Mario Carneiro (Oct 15 2021 at 17:13):

It's not recommended though because a lot of the architecture assumes that the number of sorts is small finite (like, less than 128) so a scheme like that would quickly blow the implementation limits

Chris B (Oct 15 2021 at 17:22):

Boo. Thanks for humoring me.

Mario Carneiro (Oct 15 2021 at 17:31):

If users started pushing for that it wouldn't be that hard to increase the limit, but I'm trying to discourage that kind of use.

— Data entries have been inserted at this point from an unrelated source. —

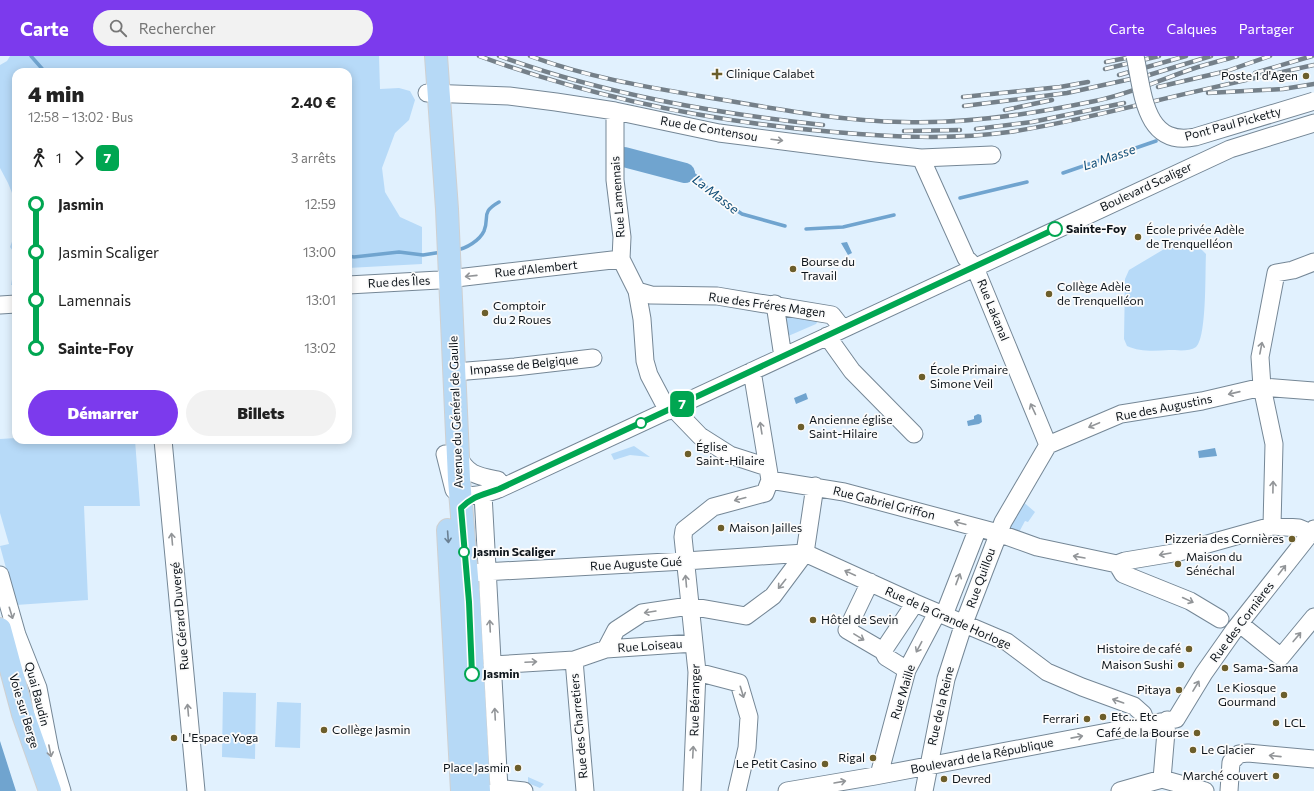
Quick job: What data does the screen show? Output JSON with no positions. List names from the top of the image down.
{
  "streets": {
    "main road": ["Avenue du Général de Gaulle", "Voie sur Berge"],
    "street": [
      "Pont Paul Picketty",
      "Rue de Contensou",
      "Boulevard Scaliger",
      "Rue Lamennais",
      "Rue d'Alembert",
      "Rue des Îles",
      "Rue des Fréres Magen",
      "Rue Lakanal",
      "Impasse de Belgique",
      "Rue des Augustins",
      "Rue Gabriel Griffon",
      "Rue Auguste Gué",
      "Rue Quillou",
      "Rue Gérard Duvergé",
      "Rue de la Grande Horloge",
      "Rue des Cornières",
      "Rue Loiseau",
      "Rue Maille",
      "Quai Baudin",
      "Rue Béranger",
      "Rue de la Reine",
      "Rue des Charretiers",
      "Boulevard de la République"
    ]
  },
  "crossings": [
    ["Rue de Contensou", "Rue Lamennais"],
    ["Rue de Contensou", "Rue Lakanal"],
    ["Rue de Contensou", "Avenue du Général de Gaulle"],
    ["Boulevard Scaliger", "Rue des Fréres Magen"],
    ["Boulevard Scaliger", "Rue Lakanal"],
    ["Boulevard Scaliger", "Avenue du Général de Gaulle"],
    ["Rue Lamennais", "Rue d'Alembert"],
    ["Rue d'Alembert", "Rue des Îles"],
    ["Rue d'Alembert", "Avenue du Général de Gaulle"],
    ["Rue des Îles", "Avenue du Général de Gaulle"],
    ["Rue Lakanal", "Rue des Augustins"],
    ["Impasse de Belgique", "Avenue du Général de Gaulle"],
    ["Avenue du Général de Gaulle", "Rue Auguste Gué"],
    ["Rue Gabriel Griffon", "Rue Quillou"],
    ["Rue Gabriel Griffon", "Rue Maille"],
    ["Rue Gabriel Griffon", "Rue Béranger"],
    ["Rue Auguste Gué", "Rue de la Grande Horloge"],
    ["Rue Auguste Gué", "Rue Béranger"],
    ["Rue Quillou", "Rue de la Grande Horloge"],
    ["Rue Quillou", "Rue de la Reine"],
    ["Rue de la Grande Horloge", "Rue Maille"],
    ["Rue de la Grande Horloge", "Rue de la Reine"],
    ["Rue de la Grande Horloge", "Boulevard de la République"],
    ["Rue des Cornières", "Boulevard de la République"],
    ["Rue Loiseau", "Rue Béranger"],
    ["Rue Loiseau", "Rue des Charretiers"],
    ["Rue Maille", "Boulevard de la République"],
    ["Rue de la Reine", "Boulevard de la République"]
  ],
  "one_way": [
    "Rue de Contensou",
    "Rue d'Alembert",
    "Rue Gabriel Griffon",
    "Rue Gérard Duvergé",
    "Rue des Cornières",
    "Quai Baudin",
    "Boulevard de la République"
  ],
  "water": ["La Masse"],
  "places": {
    "health": ["Clinique Calabet"],
    "other": [
      "Poste 1 d'Agen",
      "Sainte-Foy",
      "École privée Adèle de Trenquelléon",
      "Bourse du Travail",
      "Collège Adèle de Trenquelléon",
      "Comptoir du 2 Roues",
      "École Primaire Simone Veil",
      "Ancienne église Saint-Hilaire",
      "Église Saint-Hilaire",
      "Maison Jailles",
      "Pizzeria des Cornières",
      "Jasmin Scaliger",
      "Maison du Sénéchal",
      "Hôtel de Sevin",
      "Histoire de café",
      "Maison Sushi",
      "Sama-Sama",
      "Jasmin",
      "Pitaya",
      "Le Kiosque Gourmand",
      "Etc... Etc",
      "Ferrari",
      "LCL",
      "Collège Jasmin",
      "Café de la Bourse",
      "L'Espace Yoga",
      "Le Glacier",
      "Rigal",
      "Le Petit Casino",
      "Place Jasmin",
      "Marché couvert",
      "Devred"
    ]
  },
  "lines": ["bus line 7"],
  "page": {
    "header": "Carte",
    "search": "Rechercher",
    "nav": ["Carte", "Calques", "Partager"],
    "on_map": "7",
    "heading": ["4 min", "12:58 – 13:02 · Bus", "2.40 €"],
    "legs": ["1", "7", "3 arrêts"],
    "list": [
      {
        "name": "Jasmin",
        "value": "12:59"
      },
      {
        "name": "Jasmin Scaliger",
        "value": "13:00"
      },
      {
        "name": "Lamennais",
        "value": "13:01"
      },
      {
        "name": "Sainte-Foy",
        "value": "13:02"
      }
    ],
    "buttons": ["Démarrer", "Billets"]
  }
}
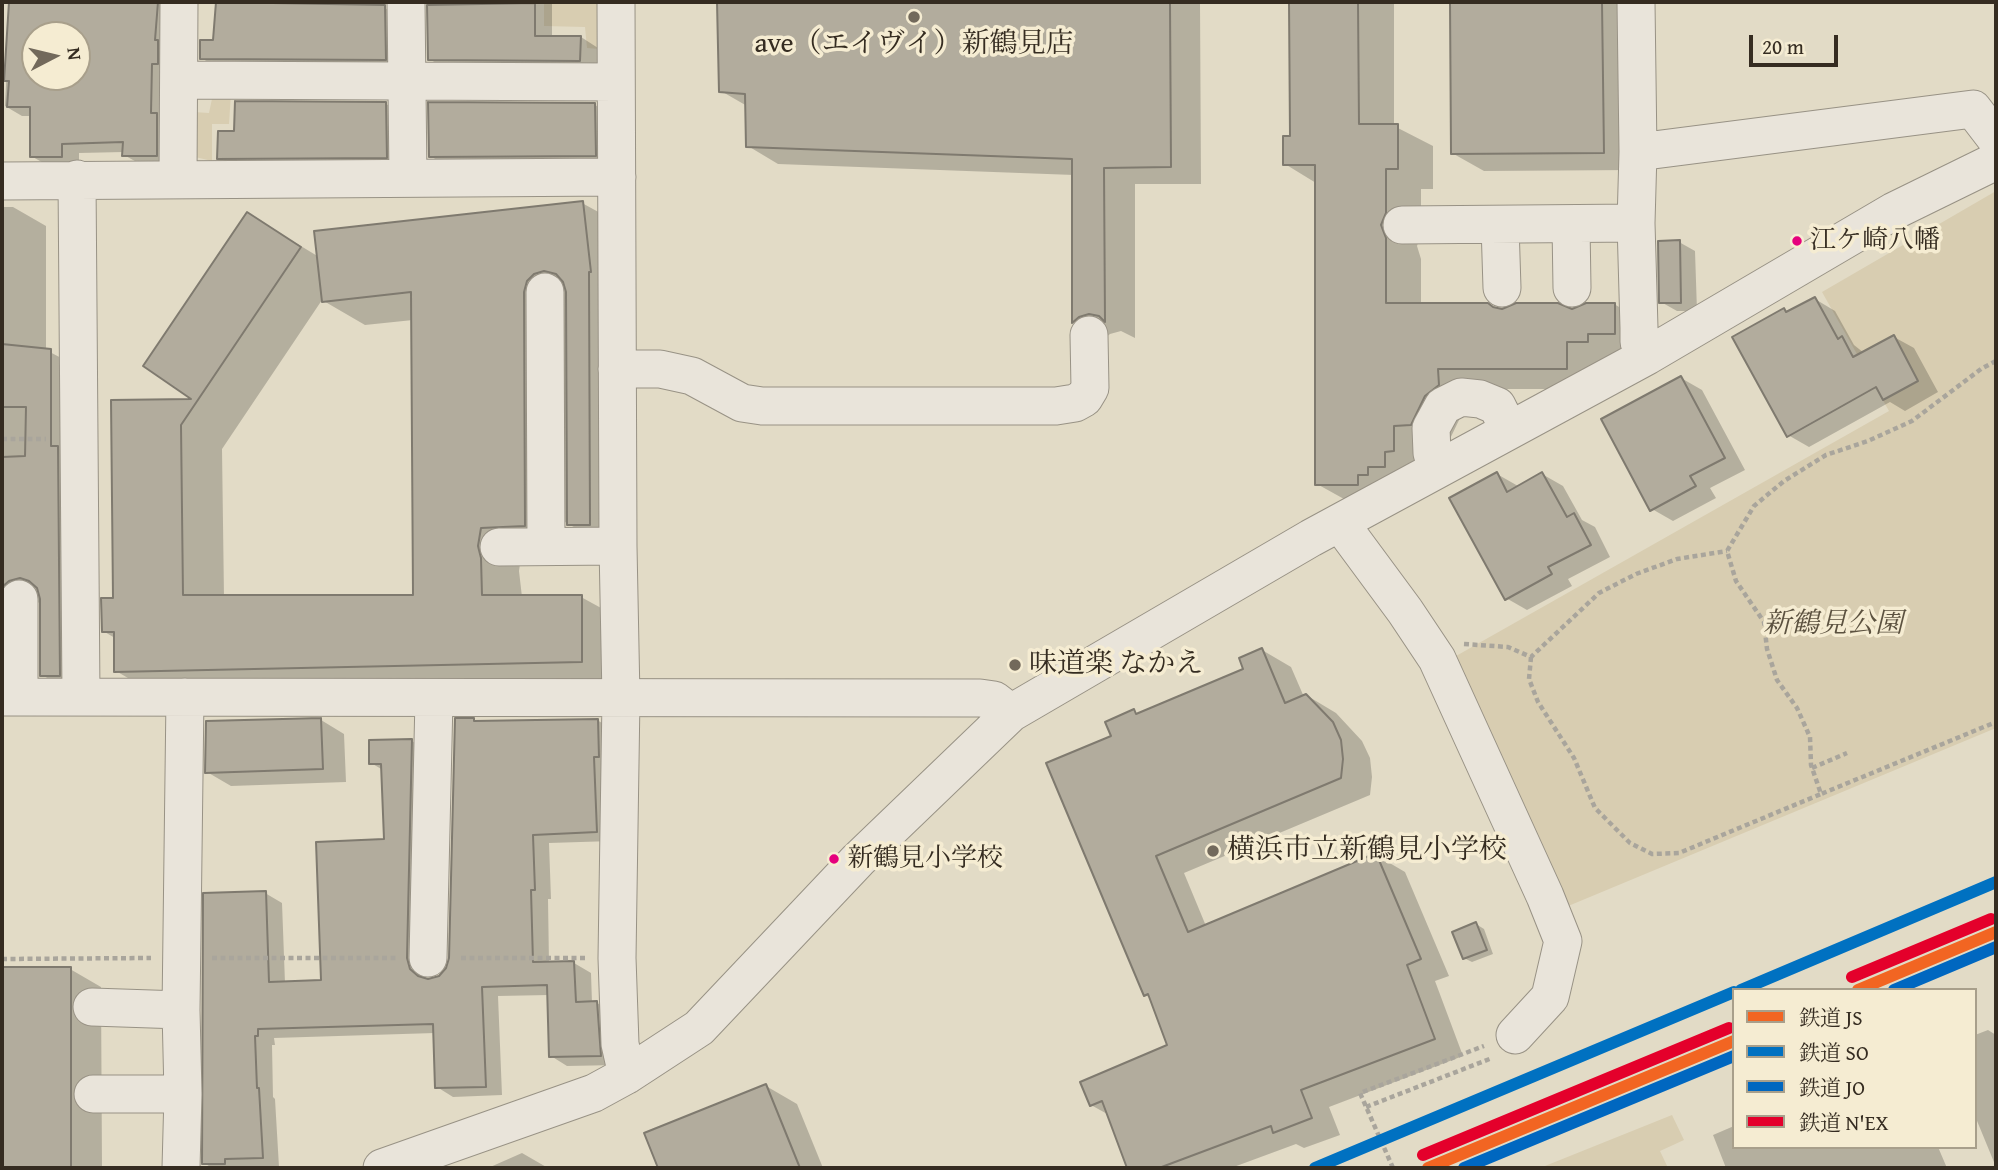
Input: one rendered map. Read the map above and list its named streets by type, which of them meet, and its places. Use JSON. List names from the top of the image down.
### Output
{
  "parks": ["新鶴見公園"],
  "places": [
    "ave（エイヴイ）新鶴見店",
    "江ケ崎八幡",
    "味道楽 なかえ",
    "横浜市立新鶴見小学校",
    "新鶴見小学校"
  ],
  "lines": [
    "rail line SO",
    "rail line N'EX",
    "rail line JS",
    "rail line JO"
  ],
  "legend": [
    "鉄道 JS",
    "鉄道 SO",
    "鉄道 JO",
    "鉄道 N'EX"
  ],
  "scale_bar": "20 m",
  "north": "right"
}
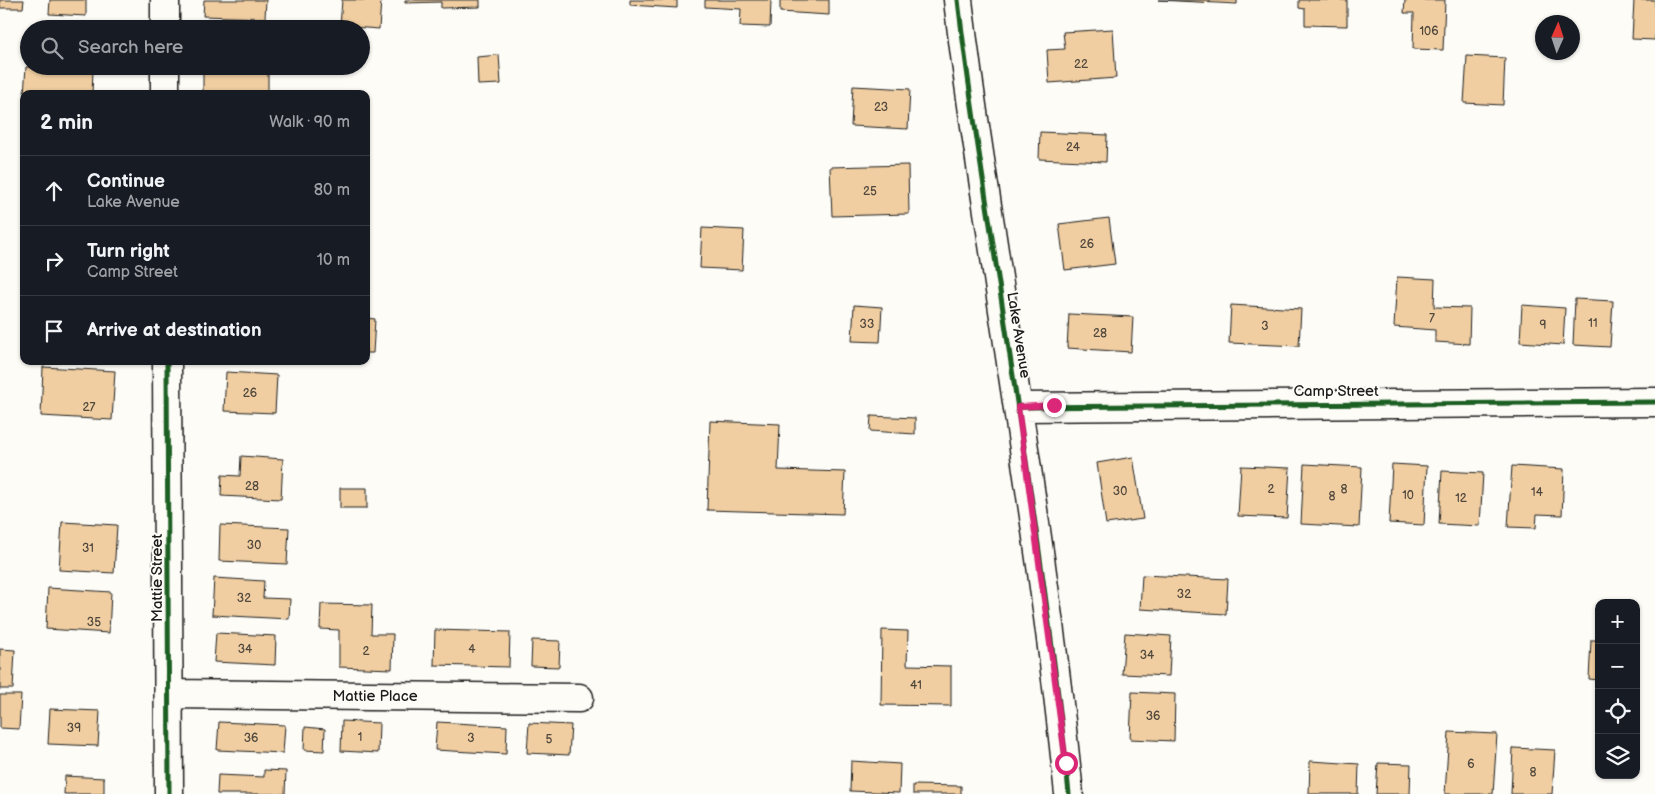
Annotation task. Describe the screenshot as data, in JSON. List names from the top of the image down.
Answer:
{
  "streets": {
    "street": [
      "Lake Avenue",
      "Camp Street",
      "Mattie Street",
      "Mattie Place"
    ]
  },
  "crossings": [
    ["Lake Avenue", "Camp Street"],
    ["Mattie Street", "Mattie Place"]
  ],
  "house_numbers": [
    "106",
    "22",
    "23",
    "24",
    "25",
    "26",
    "7",
    "11",
    "33",
    "9",
    "3",
    "28",
    "26",
    "27",
    "28",
    "2",
    "8",
    "30",
    "14",
    "10",
    "8",
    "12",
    "30",
    "31",
    "32",
    "32",
    "35",
    "34",
    "4",
    "2",
    "34",
    "41",
    "36",
    "39",
    "1",
    "36",
    "3",
    "5",
    "6",
    "8"
  ],
  "north": "top",
  "page": {
    "search": "Search here",
    "heading": ["2 min", "Walk · 90 m"],
    "list": [
      ["Continue", "Lake Avenue", "80 m"],
      ["Turn right", "Camp Street", "10 m"],
      "Arrive at destination"
    ],
    "map_buttons": ["+", "−"]
  }
}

It makes about as much sense as having thousands or tens of thousands of syntax categories

Mario Carneiro (Oct 15 2021 at 17:32):

Or Type 10000 for that matter

Mac (Oct 15 2021 at 17:47):

Mario Carneiro said:

It makes about as much sense as having thousands or tens of thousands of syntax categories

Personally, this makes a lot of sense to me. :laughing: I am actually working on something privately that made do this kind of thing.

Mac (Oct 15 2021 at 17:49):

The library essentially uses syntax categories as a substitute for type classes (and inductives -- so types in general).

Chris B (Oct 15 2021 at 18:11):

Mario Carneiro said:

If users started pushing for that it wouldn't be that hard to increase the limit, but I'm trying to discourage that kind of use. It makes about as much sense as having thousands or tens of thousands of syntax categories

This makes sense in the context of mm0 as a theorem prover prover. If you were to import something like mathlib or another large formalization from a different system, I assume you would keep their declarations as "things that are stated in terms of the sorts set out in lean.mm1".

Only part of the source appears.